Swedish Gambling Authority
- The logotype of Spelinspektionen

Gaming Commission overview
- Jurisdiction: Sweden
- Headquarters: Finningevägen 54 B Strängnäs
- Employees: 75
- Website: Authority website

Map

= Swedish Gambling Authority =

Swedish government agency

Swedish Gambling Authority (Spelinspektionen, previously, Lotteriinspektionen) is a state-owned gambling regulator in Sweden. The Authority is Sweden's state administrative body for gambling and lotteries, which regulates the Swedish gambling and gaming markets.

== Activity ==
The Authority a supervisory state body operating under the Swedish Gaming Act (2018: 1138), the Gaming Machines Act (1982: 636) and the Casino Act (1999: 355). The authority also monitors developments in the gambling and lottery market and advises the government on casinos. The Swedish Gambling Authority also issues permits for lotteries and examines the approval of various lotteries and games.

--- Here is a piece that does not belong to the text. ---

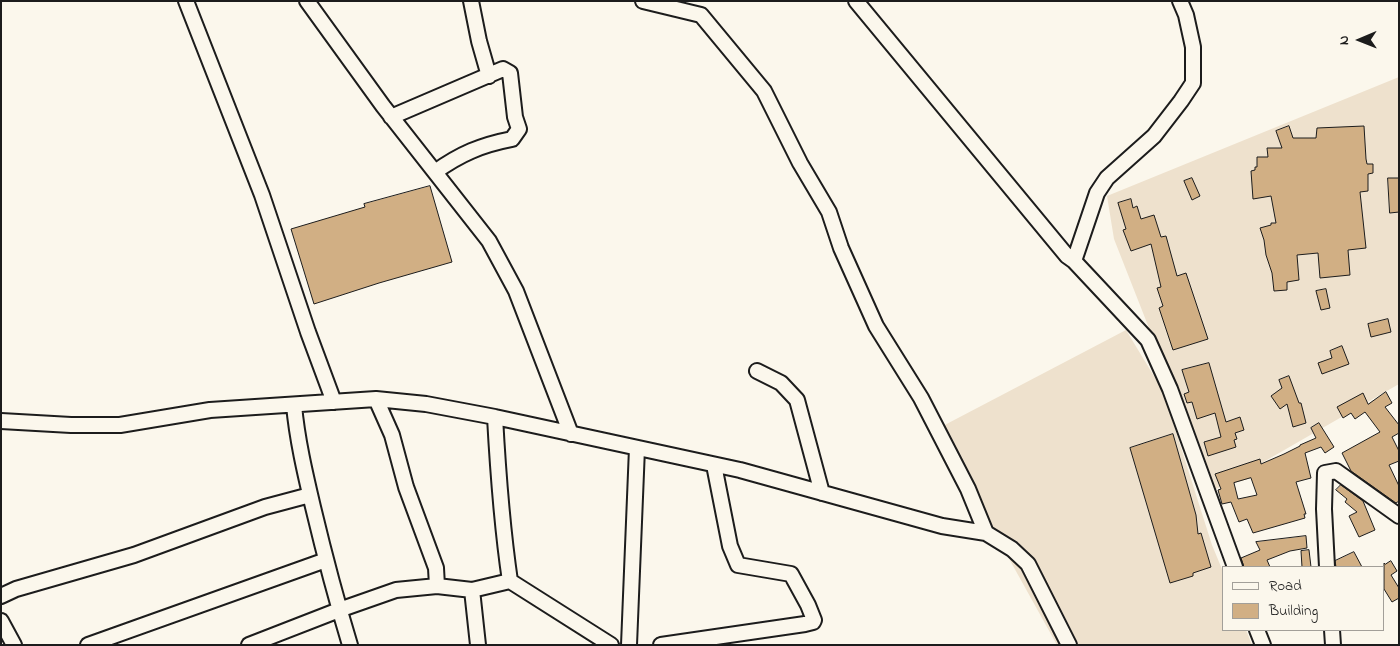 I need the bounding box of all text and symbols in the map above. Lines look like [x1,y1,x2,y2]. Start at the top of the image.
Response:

Since 2020, the Authority has been cooperating with its Dutch counterparts, the Kansspelautoriteit. A memorandum of understanding was signed to strengthen cooperation.

From January 1, 2021, new rules for the regulation of gambling are in effect in Sweden, in particular, Esports are being regulated. The rules prohibit placing bets on rules violations in sports matches (for example, yellow and red cards in football), as well as on individual results of players under the age of 18. The rules do not prohibit betting on double matches (i.e. tennis) if one of the members of the doubles team is older than 18 years. If the majority of players (three out of four) in a doubles match are under the age of 18, all bets will be void. The same rules apply to Esports.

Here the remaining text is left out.